(Dataset entries)

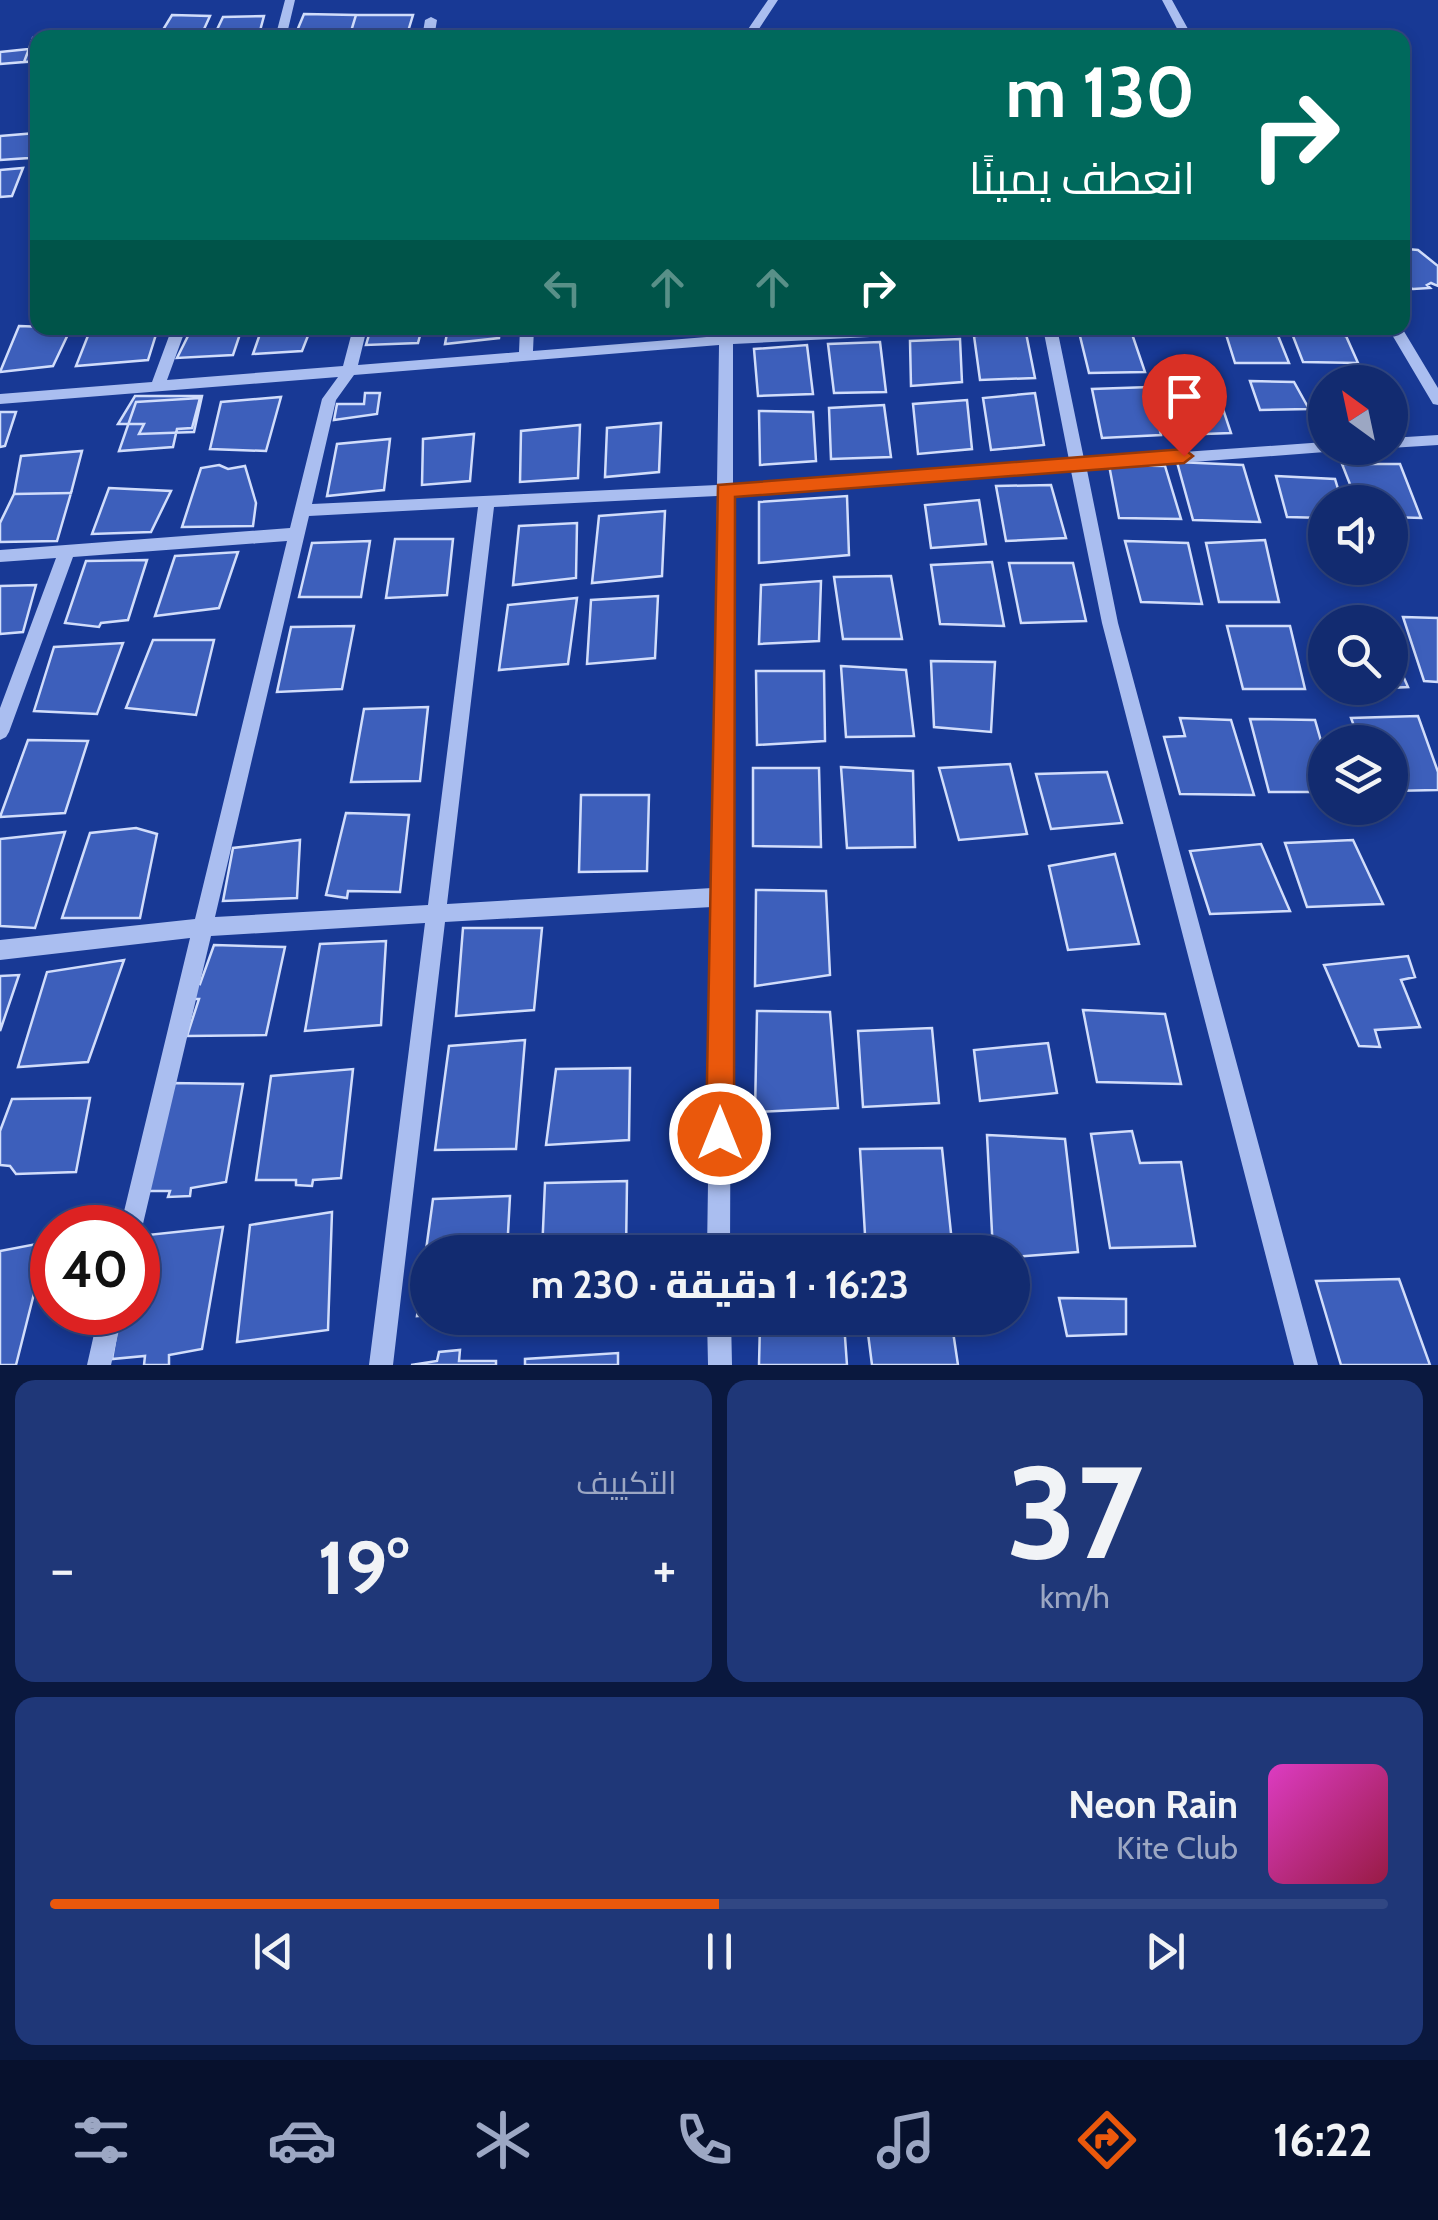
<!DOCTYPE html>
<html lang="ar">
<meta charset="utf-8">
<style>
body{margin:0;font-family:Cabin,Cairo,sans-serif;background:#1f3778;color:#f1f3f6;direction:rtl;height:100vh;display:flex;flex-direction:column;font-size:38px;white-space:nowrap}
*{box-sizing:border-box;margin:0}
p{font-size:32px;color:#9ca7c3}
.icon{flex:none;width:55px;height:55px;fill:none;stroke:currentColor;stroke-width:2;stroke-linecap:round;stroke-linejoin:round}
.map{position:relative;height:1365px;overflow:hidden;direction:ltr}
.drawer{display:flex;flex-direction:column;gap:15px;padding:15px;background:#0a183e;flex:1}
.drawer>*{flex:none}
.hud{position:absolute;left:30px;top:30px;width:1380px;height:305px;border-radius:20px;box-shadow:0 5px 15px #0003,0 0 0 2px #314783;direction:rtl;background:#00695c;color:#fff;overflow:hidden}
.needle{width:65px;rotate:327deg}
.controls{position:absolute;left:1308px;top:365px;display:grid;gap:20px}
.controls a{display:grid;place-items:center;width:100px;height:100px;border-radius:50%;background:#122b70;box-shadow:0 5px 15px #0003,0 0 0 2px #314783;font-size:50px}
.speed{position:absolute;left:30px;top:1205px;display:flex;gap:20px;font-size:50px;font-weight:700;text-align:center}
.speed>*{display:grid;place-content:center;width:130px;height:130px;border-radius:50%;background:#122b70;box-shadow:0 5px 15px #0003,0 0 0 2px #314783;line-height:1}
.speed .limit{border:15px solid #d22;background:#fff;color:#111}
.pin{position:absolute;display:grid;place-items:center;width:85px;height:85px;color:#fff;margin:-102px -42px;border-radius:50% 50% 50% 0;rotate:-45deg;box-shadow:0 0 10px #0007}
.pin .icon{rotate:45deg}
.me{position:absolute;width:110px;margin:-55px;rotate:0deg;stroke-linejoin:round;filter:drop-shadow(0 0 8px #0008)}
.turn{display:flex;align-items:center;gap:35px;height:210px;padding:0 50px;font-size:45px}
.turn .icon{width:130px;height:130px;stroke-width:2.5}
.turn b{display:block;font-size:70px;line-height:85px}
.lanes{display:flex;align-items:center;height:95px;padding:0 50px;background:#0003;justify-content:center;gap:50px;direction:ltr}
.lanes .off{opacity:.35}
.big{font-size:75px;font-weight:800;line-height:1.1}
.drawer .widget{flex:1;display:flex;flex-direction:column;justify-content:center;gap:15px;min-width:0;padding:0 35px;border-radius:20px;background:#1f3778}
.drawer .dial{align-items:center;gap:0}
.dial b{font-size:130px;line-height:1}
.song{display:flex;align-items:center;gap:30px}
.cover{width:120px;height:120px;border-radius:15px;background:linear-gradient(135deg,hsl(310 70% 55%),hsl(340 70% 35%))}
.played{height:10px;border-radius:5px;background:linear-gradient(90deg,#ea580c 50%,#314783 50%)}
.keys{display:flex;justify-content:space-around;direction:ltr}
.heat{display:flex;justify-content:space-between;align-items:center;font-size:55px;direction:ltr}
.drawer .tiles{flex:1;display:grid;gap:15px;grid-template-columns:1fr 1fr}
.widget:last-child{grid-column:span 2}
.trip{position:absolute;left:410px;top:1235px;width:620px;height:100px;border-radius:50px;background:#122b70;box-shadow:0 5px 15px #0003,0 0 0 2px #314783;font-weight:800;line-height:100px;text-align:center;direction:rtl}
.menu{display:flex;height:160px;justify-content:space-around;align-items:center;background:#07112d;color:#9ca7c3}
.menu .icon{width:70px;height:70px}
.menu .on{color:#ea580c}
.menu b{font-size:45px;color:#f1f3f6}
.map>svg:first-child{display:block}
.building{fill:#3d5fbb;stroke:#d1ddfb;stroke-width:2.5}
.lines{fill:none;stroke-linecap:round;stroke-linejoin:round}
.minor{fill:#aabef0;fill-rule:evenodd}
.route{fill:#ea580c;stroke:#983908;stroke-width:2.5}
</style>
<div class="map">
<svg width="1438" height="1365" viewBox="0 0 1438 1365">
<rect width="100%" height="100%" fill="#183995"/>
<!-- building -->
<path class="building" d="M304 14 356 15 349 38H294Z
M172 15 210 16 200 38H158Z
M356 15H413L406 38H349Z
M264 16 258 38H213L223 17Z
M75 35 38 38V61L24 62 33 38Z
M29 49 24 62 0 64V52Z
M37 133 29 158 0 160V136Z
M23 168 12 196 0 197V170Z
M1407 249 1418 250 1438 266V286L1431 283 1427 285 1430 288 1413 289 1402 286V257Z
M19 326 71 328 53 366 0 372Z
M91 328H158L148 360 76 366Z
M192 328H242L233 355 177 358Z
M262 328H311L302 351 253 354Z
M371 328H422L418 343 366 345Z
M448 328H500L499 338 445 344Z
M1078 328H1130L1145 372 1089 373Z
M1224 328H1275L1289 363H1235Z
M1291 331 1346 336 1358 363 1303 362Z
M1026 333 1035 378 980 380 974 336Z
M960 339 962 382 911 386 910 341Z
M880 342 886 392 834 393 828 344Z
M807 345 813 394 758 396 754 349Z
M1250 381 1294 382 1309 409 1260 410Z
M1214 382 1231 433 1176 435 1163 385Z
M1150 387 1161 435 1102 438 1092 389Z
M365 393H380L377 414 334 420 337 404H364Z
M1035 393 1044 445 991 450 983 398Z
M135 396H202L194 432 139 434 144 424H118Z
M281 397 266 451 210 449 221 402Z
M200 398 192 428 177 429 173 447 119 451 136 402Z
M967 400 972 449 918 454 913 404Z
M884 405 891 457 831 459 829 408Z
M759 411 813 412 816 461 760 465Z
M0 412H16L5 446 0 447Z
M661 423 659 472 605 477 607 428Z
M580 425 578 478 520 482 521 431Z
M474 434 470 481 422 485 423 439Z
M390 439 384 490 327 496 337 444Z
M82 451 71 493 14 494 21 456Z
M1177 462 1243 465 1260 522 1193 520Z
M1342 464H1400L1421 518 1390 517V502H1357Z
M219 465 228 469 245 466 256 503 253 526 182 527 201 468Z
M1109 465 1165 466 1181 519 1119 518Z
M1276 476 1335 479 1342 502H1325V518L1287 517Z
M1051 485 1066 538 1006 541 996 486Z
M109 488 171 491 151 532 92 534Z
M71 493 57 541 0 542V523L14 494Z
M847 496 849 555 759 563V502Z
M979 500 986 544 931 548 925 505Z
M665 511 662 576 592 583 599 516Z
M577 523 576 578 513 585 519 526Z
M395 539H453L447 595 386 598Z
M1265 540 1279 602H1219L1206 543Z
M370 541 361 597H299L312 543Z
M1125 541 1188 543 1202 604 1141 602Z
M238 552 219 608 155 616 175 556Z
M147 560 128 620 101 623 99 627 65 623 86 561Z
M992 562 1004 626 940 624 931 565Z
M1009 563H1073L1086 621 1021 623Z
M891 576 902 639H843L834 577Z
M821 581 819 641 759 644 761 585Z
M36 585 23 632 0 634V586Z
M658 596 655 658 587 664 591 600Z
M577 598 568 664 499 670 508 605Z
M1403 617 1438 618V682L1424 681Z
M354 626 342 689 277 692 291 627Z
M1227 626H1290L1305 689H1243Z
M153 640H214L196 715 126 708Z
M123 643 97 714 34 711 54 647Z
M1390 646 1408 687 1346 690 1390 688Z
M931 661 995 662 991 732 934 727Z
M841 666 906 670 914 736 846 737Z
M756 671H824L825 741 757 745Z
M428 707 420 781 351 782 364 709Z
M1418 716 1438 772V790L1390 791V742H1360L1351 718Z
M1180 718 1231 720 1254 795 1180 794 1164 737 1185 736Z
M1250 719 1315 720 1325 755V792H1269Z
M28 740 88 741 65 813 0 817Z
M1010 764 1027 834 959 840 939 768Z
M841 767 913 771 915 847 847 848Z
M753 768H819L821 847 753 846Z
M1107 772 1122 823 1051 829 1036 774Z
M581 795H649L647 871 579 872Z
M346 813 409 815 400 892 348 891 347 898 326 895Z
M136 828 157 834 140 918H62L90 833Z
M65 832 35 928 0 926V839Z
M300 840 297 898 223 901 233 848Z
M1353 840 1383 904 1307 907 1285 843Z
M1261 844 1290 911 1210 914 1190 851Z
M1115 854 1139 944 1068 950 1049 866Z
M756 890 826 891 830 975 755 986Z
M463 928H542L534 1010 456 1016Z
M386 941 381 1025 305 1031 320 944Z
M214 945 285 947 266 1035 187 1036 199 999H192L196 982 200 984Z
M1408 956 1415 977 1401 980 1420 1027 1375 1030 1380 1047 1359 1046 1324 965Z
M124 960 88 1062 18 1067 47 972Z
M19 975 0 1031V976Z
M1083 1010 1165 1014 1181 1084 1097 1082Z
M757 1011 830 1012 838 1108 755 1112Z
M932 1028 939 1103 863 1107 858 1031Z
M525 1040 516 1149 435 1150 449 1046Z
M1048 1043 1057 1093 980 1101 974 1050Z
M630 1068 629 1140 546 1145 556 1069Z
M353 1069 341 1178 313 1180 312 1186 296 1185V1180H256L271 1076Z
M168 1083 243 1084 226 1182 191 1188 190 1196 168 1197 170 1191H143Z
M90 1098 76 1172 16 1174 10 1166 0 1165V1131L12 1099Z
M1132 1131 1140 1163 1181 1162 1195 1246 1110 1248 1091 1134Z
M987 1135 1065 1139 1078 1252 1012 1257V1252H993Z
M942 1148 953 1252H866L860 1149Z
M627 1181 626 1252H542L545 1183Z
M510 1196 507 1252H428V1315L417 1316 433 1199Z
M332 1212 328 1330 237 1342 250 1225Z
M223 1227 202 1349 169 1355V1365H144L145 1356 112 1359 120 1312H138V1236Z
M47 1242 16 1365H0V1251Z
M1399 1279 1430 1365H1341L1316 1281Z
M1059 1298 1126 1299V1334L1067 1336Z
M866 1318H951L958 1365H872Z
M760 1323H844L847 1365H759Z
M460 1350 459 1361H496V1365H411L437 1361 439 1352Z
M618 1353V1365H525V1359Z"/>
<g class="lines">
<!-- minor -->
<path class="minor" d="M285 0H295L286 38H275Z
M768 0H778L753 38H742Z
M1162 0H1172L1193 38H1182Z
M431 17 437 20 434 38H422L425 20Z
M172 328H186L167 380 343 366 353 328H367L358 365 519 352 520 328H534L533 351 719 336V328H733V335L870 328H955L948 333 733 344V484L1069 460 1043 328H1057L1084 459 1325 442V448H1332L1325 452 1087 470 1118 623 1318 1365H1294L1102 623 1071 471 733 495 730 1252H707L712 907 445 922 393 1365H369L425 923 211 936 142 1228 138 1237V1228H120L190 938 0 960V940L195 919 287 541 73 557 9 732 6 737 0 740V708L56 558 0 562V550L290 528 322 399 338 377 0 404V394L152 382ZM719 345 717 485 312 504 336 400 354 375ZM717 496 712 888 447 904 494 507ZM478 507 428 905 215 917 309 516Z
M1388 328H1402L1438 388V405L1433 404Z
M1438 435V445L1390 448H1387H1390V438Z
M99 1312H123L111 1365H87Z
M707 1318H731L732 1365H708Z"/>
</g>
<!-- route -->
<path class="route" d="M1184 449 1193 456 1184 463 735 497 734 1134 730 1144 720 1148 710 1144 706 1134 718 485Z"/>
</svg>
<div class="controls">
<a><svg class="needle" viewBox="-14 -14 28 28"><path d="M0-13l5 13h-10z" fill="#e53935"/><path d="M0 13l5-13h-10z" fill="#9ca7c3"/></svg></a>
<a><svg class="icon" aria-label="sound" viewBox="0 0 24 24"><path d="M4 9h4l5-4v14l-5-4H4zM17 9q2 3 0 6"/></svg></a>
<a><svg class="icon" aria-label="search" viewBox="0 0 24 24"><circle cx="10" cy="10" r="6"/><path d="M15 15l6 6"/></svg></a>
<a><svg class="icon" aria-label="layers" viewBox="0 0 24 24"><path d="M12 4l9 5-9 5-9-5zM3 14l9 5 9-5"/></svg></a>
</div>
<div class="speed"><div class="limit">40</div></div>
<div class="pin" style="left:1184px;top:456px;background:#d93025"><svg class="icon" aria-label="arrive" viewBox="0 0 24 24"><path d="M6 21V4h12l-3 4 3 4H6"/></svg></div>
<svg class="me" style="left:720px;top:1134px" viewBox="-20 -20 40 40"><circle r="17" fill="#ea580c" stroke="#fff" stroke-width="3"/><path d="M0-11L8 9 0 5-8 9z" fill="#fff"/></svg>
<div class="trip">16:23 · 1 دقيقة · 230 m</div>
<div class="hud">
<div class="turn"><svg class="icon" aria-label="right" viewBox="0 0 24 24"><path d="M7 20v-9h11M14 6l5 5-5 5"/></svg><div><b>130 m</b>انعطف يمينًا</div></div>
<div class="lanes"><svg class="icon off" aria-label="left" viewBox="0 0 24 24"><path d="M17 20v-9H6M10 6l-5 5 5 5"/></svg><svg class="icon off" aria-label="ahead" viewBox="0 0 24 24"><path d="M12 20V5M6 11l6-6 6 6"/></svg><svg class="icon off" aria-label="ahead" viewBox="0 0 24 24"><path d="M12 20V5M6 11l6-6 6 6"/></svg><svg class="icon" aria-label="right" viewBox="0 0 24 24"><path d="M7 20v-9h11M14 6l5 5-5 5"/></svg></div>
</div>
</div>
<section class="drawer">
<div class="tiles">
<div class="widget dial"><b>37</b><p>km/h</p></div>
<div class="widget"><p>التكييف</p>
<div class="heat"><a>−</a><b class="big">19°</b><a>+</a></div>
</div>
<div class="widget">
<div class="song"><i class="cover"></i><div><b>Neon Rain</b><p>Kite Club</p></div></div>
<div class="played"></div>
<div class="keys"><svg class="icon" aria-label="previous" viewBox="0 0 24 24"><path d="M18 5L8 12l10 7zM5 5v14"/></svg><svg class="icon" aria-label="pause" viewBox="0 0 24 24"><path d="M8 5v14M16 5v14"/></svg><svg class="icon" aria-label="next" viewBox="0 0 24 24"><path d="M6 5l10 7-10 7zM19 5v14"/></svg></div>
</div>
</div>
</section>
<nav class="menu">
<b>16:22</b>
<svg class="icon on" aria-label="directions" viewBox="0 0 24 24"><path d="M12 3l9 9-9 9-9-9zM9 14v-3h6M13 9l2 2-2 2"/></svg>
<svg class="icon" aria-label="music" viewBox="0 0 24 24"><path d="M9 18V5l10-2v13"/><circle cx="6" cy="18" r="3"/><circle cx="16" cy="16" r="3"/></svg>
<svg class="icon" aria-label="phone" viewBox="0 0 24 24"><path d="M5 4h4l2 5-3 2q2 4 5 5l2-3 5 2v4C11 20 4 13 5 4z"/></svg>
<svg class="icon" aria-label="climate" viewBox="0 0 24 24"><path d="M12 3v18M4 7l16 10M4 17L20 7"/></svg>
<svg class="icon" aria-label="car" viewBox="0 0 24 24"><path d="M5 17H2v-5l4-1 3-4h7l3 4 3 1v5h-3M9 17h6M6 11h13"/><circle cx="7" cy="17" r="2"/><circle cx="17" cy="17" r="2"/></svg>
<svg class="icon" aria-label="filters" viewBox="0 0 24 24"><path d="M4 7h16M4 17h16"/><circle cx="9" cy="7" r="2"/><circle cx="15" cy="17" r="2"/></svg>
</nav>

**Exercise directions:**
Scan the entries for the word "heat". Report each line that has it.

**Completed task:**
.heat{display:flex;justify-content:space-between;align-items:center;font-size:55px;direction:ltr}
<div class="heat"><a>−</a><b class="big">19°</b><a>+</a></div>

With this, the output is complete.